Appellate court rules against Tastries Bakery in LGBT wedding cake case

The Bakersfield bakery was found to have violated a state civil rights law by refusing to sell a wedding cake to a lesbian couple.

An appellate court has ruled against Bakersfield’s Tastries Bakery in a lawsuit over its refusal to sell a wedding cake to a lesbian couple from Kern County.

The appellate court’s decision on Tuesday overturns a ruling from a Kern County Superior Court Judge. 

The backstory: In 2017, Tastries refused to sell a white cake to a lesbian couple for their wedding, instead referring them to another bakery. 

  • The California Civil Rights Department filed a lawsuit against Tastries the following year, and in 2022 a Kern County judge ruled that Tastries did not violate the state’s Unruh Civil Rights Act. 
  • The Kern County Judge found that Tastries referring the couple to another bakery constituted full and equal access under the Unruh Civil Rights Act. 

The big picture: The Fifth District Court of Appeals, based in Fresno, ruled that Tastries’ policy to not serve same-sex couples cannot be applied until the same-sex status of a couple is identified, which is a distinction based solely on sexual orientation. 

  • The court also found that the referral to another bakery did not satisfy the Unruh Civil Rights Act’s full and equal access requirement, saying the initial ruling would allow businesses to refuse service to anyone as long as there is another business in existence that does not object to providing the requested service. 
  • Further, the appellate court ruled that Tastries’ refusal was not protected expression under the free speech guarantee in the Constitution. 
  • “A three-tiered, plain white cake with no writing, engravings, adornments, symbols or images is not pure speech,” the ruling reads. “Nor can the act of preparing a predesigned, multi-purpose, plain white cake – an ordinary commercial product, – and delivering it prior to the wedding constitute the symbolic speech of the vendor.” 

What we’re watching: Tastries will appeal the case to the California Supreme Court, according to the Bakersfield Californian. 

What they’re saying: “This decision upholds the longstanding principle guaranteeing all Californians full and equal access to services and goods in the marketplace,” said Civil Rights Department Director Kevin Kish in a statement. “I commend Eileen and Mireya Rodriguez-Del Rio for their commitment to this core civil right.

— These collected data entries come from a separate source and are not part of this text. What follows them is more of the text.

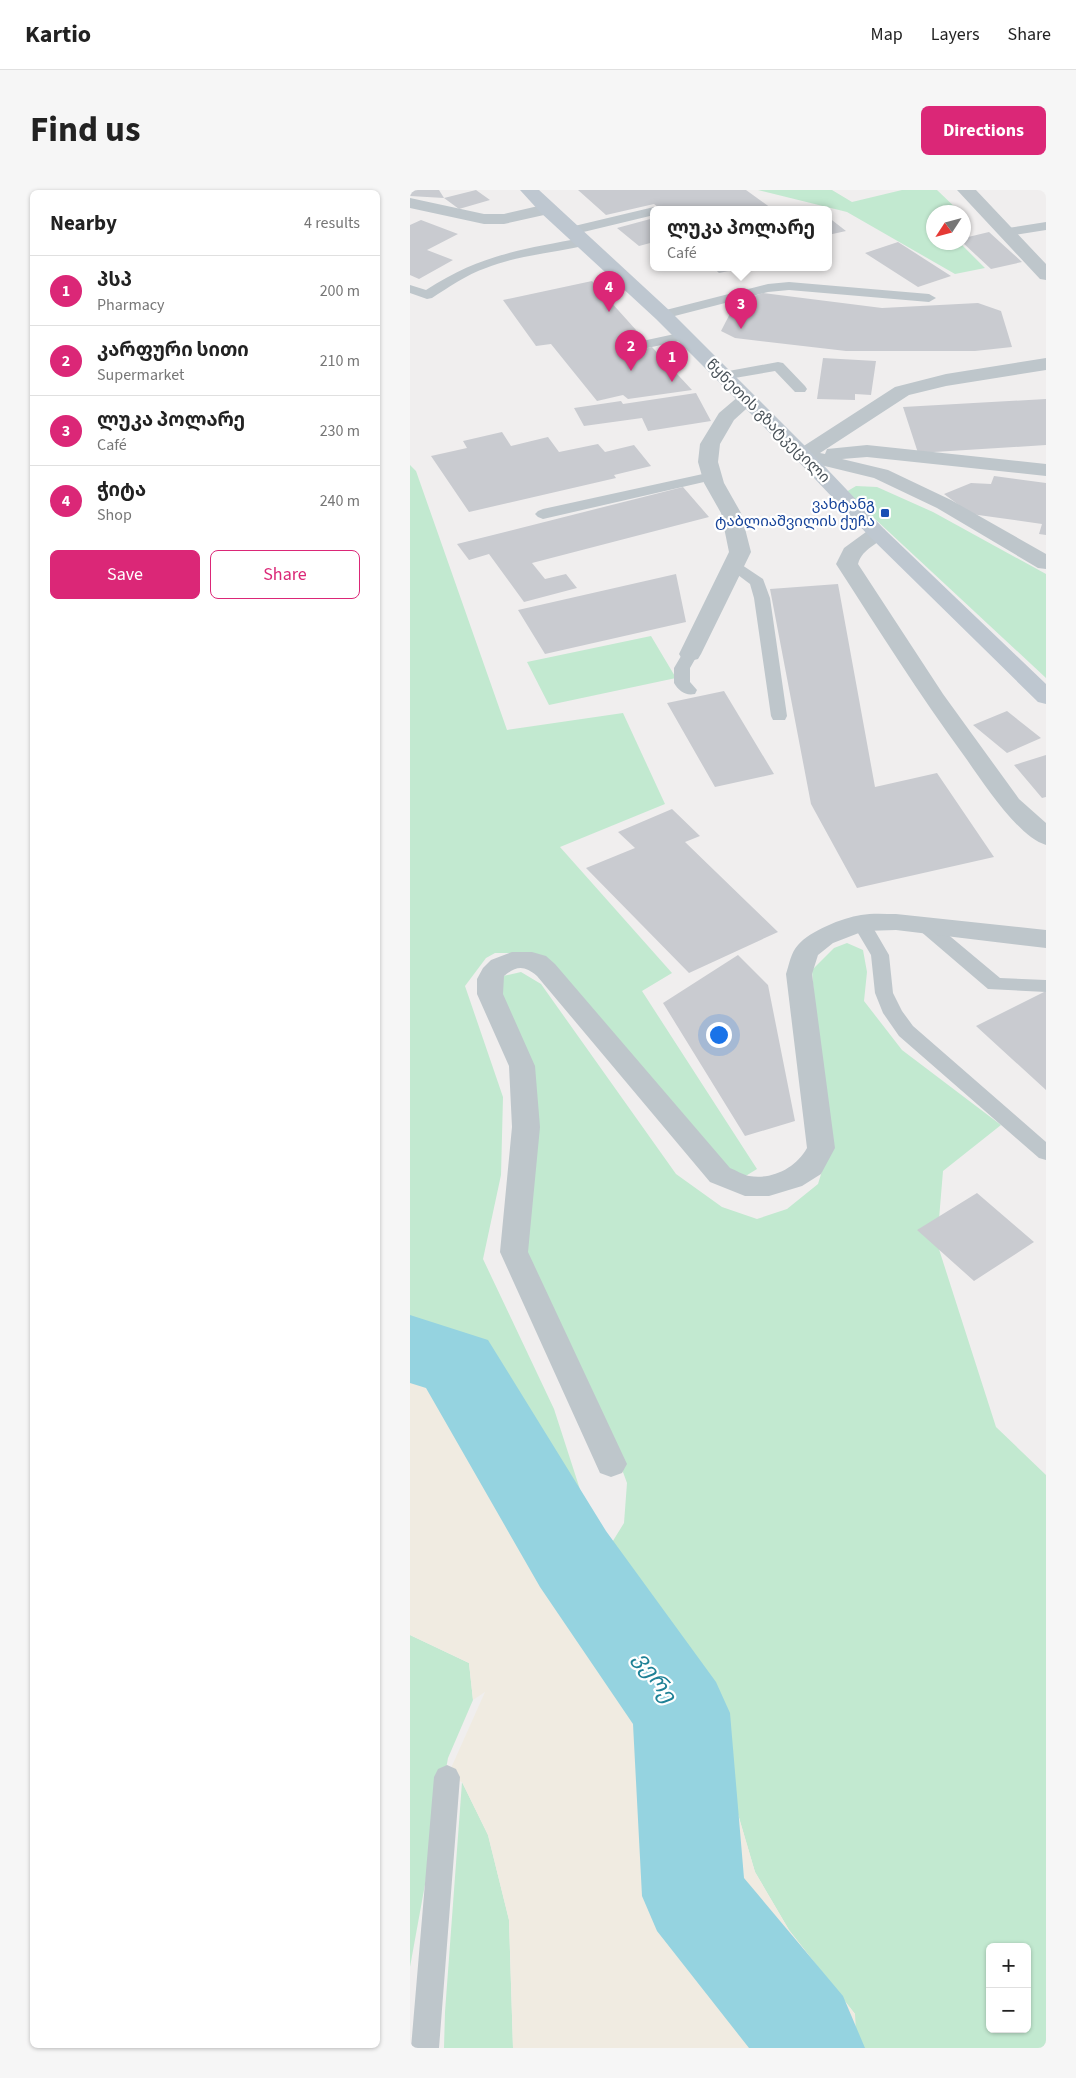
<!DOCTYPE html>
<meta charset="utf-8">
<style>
body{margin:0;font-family:"Source Sans 3","Noto Sans Georgian",sans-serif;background:#f6f6f6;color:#222}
.controls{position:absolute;right:15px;bottom:15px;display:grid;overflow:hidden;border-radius:8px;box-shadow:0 1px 4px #0004}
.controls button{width:45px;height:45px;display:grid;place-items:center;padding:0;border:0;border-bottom:1px solid #e0e0e0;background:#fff;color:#222;font:25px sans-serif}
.compass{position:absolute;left:516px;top:15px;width:45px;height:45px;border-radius:50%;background:#fff;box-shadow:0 1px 4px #0004;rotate:234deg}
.you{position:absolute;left:308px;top:844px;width:18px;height:18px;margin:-12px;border:4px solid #fff;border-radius:50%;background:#1a73e8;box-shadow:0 0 0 8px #1a73e833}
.badge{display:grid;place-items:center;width:32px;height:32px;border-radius:50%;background:#db2777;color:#fff;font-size:16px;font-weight:700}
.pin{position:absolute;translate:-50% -41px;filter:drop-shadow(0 1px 2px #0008)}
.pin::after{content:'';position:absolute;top:26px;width:18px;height:15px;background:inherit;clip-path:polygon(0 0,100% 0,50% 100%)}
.popup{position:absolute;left:240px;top:16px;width:182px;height:65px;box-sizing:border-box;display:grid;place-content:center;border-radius:8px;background:#fff;filter:drop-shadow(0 1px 4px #0005);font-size:16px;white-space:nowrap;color:#767676}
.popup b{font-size:19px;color:#222}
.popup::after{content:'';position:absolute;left:50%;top:100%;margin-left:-10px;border:10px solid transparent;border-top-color:#fff}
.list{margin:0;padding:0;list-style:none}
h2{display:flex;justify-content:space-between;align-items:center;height:65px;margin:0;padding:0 20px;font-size:21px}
h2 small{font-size:16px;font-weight:400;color:#767676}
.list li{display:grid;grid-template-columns:32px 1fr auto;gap:15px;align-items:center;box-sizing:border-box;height:70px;padding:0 20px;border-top:1px solid #e0e0e0}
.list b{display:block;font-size:19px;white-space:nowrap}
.list p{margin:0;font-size:16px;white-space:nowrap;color:#767676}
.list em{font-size:16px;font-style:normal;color:#767676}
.actions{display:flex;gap:10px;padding:15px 20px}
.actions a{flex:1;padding:11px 0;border:1px solid #db2777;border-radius:8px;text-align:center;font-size:18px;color:#db2777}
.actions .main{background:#db2777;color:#fff}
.map{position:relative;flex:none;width:636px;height:1858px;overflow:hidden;border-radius:8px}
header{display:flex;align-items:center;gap:30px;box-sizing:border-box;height:70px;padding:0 25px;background:#fff;border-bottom:1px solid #e0e0e0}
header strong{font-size:24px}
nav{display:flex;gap:28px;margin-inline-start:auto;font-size:18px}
.intro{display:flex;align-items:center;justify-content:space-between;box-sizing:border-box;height:120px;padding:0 30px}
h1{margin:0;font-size:35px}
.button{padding:12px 22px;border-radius:8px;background:#db2777;color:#fff;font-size:18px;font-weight:700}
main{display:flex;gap:30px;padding:0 30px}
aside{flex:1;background:#fff;border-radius:8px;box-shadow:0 1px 4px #0004}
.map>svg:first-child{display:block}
</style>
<header>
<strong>Kartio</strong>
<nav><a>Map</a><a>Layers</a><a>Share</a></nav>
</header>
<div class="intro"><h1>Find us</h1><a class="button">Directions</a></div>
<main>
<aside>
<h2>Nearby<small>4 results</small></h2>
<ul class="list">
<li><span class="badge">1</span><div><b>პსპ</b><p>Pharmacy</p></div><em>200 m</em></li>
<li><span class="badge">2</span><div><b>კარფური სითი</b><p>Supermarket</p></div><em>210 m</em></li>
<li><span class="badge">3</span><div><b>ლუკა პოლარე</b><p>Café</p></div><em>230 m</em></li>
<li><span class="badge">4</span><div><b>ჭიტა</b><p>Shop</p></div><em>240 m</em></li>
</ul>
<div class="actions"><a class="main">Save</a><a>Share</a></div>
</aside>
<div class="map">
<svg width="636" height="1858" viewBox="0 0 636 1858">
<rect width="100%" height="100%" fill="#f0eeee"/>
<path fill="#c2e9d0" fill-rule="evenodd" d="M 348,0 L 422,0 L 442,12 L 492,0 L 527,0 L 550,22 L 524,22 L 524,52 L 550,53 L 575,78 L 545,84 L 437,22 Z
M 0,275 L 6,281 L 97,540 L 213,523 L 255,614 L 150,657 L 262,783 L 232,801 L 347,979 L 334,987 L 317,983 L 107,763 L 85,763 L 76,768 L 55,796 L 93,907 L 91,985 L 73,1069 L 144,1219 L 176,1318 L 163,1332 L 57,1157 L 16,1142 L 0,1133 Z
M 446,296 L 467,297 L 523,322 L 636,384 L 636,488 L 436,302 Z
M 241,446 L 266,488 L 139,515 L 117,472 Z
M 437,753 L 453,760 L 457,782 L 454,811 L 492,860 L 591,935 L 533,981 L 527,1053 L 586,1237 L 636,1285 L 636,1858 L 446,1858 L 445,1824 L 379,1740 L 345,1682 L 297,1519 L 243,1434 L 193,1367 L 214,1333 L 217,1293 L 187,1211 L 114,1057 L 121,876 L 86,795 L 93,786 L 111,782 L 131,794 L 266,984 L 312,1017 L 347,1029 L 377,1019 L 408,994 L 416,968 L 402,780 L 424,758 ZM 580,1757 L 617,1757 L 617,1839 L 580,1839 Z
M 0,1445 L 59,1473 L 63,1510 L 38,1568 L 0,1777 Z
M 52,1592 L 78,1645 L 99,1730 L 103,1858 L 34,1858 L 35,1822 Z"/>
<path fill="#f0ebe1" d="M 0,1133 L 16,1142 L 57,1157 L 163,1332 L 180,1348 L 243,1434 L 297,1519 L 345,1682 L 379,1740 L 445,1824 L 446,1858 L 103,1858 L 99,1730 L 78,1645 L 52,1592 L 37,1587 L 75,1502 L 63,1510 L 59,1473 L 0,1445 Z"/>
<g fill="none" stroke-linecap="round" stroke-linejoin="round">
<path fill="#95d3e0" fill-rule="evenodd" d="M 0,1125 L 78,1150 L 196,1341 L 306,1492 L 320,1523 L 334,1688 L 433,1806 L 455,1858 L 339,1858 L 247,1741 L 232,1706 L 223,1534 L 130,1397 L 16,1198 L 0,1193 Z"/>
</g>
<path fill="#c9cbd0" d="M 0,0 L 29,0 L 34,8 L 66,0 L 80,10 L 49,19 L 34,8 L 0,6 Z
M 168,0 L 336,0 L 361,18 L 354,20 L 252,20 L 244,14 L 196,25 Z
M 418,27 L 436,41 L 418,45 Z
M 244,28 L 244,52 L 229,56 L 207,38 Z
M 11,30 L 48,44 L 17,60 L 43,70 L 9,89 L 0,85 L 0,35 Z
M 579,42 L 612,72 L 581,79 L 552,52 L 554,52 L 554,48 Z
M 488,52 L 541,86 L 508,97 L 455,63 Z
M 304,78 L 329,78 L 329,79 L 309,83 Z
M 182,91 L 235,150 L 224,152 L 231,160 L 242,157 L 282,200 L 218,209 L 213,205 L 187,211 L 141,154 L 126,156 L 93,110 Z
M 353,103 L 472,118 L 568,113 L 591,121 L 602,157 L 565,161 L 436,161 L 325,148 L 311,141 L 326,112 Z
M 413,168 L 466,171 L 461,205 L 445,204 L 445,210 L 407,209 Z
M 286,203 L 301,231 L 238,241 L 232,228 L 174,236 L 164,218 L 211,211 L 213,214 Z
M 636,209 L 636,255 L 508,263 L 493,217 Z
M 92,242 L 101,256 L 138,247 L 149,262 L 188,254 L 195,262 L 224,255 L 241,276 L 204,285 L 206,288 L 59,322 L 21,266 L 57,258 L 53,251 Z
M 584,286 L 636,293 L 636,345 L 629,344 L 632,334 L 561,324 L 534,304 L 561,293 L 581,294 Z
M 273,297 L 299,327 L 122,373 L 135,389 L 156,384 L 167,398 L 114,412 L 79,364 L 59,370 L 47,354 Z
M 266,384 L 276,432 L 135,464 L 108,420 Z
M 428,394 L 465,597 L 527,583 L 584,667 L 447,698 L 401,614 L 360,399 Z
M 314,501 L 364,584 L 305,597 L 257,513 Z
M 597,521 L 631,548 L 597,563 L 563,535 Z
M 636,565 L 636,607 L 632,608 L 604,575 Z
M 262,619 L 290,646 L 275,652 L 368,742 L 279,783 L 176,678 L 225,658 L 208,642 Z
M 328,765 L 358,795 L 385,931 L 335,946 L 253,813 Z
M 636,801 L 636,900 L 566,836 Z
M 567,1003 L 624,1052 L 564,1091 L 507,1040 Z"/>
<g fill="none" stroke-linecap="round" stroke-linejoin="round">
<path fill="#bec6cb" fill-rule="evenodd" d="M 244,17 L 250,20 L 244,20 L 244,25 L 161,45 L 155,41 L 156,38 Z
M 636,32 L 636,40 L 598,46 L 592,42 L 598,38 Z
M 173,48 L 179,52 L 178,55 C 144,63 109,65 76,78 C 56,85 39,97 22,108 L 17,109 L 0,103 L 0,95 L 16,100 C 70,65 111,59 173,48 Z
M 379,92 L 519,104 L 526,108 L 519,112 L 379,100 L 358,102 L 253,129 L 246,125 L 248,122 L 358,94 Z
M 274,142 L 281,146 L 279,149 L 228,160 L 221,156 L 223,153 Z
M 368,172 L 373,173 L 395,196 L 397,199 L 395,202 L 385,202 L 365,181 L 313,190 L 306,186 L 313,182 Z
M 302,282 L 307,283 L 309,286 L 307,289 L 133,329 L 128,327 L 125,324 L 128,321 L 133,319 Z
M 324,371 L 329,373 L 353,389 L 360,408 L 377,526 L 375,530 L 363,530 L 361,526 L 344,408 L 340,394 L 316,376 L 319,373 Z
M 280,459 L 286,461 L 288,464 L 280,478 L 280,492 L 287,500 L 285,504 C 275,506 269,501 264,493 L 264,478 L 274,461 Z
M 451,727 L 458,729 L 479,765 L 483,803 L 492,821 L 503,836 L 636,952 L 636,970 L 629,968 L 489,846 L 473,823 L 465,803 L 461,765 L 442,733 L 444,729 Z
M 516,730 L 523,732 L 590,788 L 636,790 L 636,802 L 578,799 L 509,740 L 507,736 L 509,732 Z
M 37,1575 L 46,1579 L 50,1587 L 29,1858 L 1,1858 L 24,1587 L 28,1579 Z"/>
<path fill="#bec6cb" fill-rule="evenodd" d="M 547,0 L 566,0 L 636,74 L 636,90 L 630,89 Z
M 0,8 L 74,24 L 94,24 L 137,14 L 143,15 L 146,19 L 143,23 L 94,34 L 74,34 L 0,18 Z
M 636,168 L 636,180 L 536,196 L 499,205 L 410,263 L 415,264 L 417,259 L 457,255 L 636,274 L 636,286 L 457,267 L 432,269 L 478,280 L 541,310 L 636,364 L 636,379 L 628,378 L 527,318 L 464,288 L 386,269 L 383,265 L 386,261 L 485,197 L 536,184 Z
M 336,204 L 343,206 L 346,210 L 324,230 L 310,254 L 308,272 L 314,293 L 331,323 L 341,362 L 291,464 L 288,469 L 280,471 L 272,469 L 269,464 L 319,362 L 311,323 L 294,293 L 288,272 L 290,254 L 309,223 L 329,206 Z
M 467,337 L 474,339 L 477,343 C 468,356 453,357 448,374 L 533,504 L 609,609 L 636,633 L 636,655 C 608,647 572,591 555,567 C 509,504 468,439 426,374 L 434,358 L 460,339 Z
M 486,724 L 636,740 L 636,758 L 486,740 L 454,741 L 423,753 L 408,765 L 402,784 L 425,958 L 411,984 L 392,996 L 359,1006 L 335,1006 L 300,992 L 127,786 C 115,776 107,775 94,786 L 93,804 L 125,876 L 130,937 L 118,1062 L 217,1274 L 212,1283 L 201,1287 L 190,1283 L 90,1062 L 102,937 L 99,876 L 67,804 L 67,789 L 73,778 L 81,770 L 102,762 L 122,762 L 136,766 L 145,774 L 320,978 C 326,980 333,985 339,986 C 362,990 386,978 397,958 L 376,784 C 379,775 381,762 388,755 C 400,741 432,728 451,725 C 462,723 475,724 486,724 Z"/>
<path fill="#bec7d0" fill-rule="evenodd" d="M 110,0 L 129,0 L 260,121 L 400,261 L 474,339 L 636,494 L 636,514 L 628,512 L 460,347 L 386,269 L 246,129 L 131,23 Z"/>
</g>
<rect fill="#1a4fb4" stroke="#fff" stroke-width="2" x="470" y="318" width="10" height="10" rx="2.5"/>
<g text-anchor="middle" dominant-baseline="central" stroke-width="4.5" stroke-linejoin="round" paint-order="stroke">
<g font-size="15" fill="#495259" stroke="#fff">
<text transform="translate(358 231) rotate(45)">წყნეთის გზატკეცილი</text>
</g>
<g font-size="15" fill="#164399" stroke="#fff" text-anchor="end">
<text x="465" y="314">ვახტანგ<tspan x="465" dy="17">ტაბლიაშვილის ქუჩა</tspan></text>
</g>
<g font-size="22" font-style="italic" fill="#1e8196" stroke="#fff">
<text transform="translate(245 1487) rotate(55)">ვერე</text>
</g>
</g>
</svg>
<div class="controls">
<button>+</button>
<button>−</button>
</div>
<svg class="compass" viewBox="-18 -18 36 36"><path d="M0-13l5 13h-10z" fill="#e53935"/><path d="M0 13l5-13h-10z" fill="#767676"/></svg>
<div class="you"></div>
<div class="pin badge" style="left:262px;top:192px">1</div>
<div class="pin badge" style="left:221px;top:181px">2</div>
<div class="pin badge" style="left:331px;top:139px">3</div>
<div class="popup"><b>ლუკა პოლარე</b>Café</div>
<div class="pin badge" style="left:199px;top:122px">4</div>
</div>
</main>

No matter who you love, where you come from, or who you are, you are protected against discrimination.”

  • “For seven years, California has sought to crush [Tastries owner] Cathy [Miller] and her family just because she wants to run her business in accordance with her faith in God. The court’s decision today allows those attacks to continue, but we will continue to fight for Cathy,” wrote Becket Fund for Religious Liberty Vice President and Senior Counsel Eric Rassbach.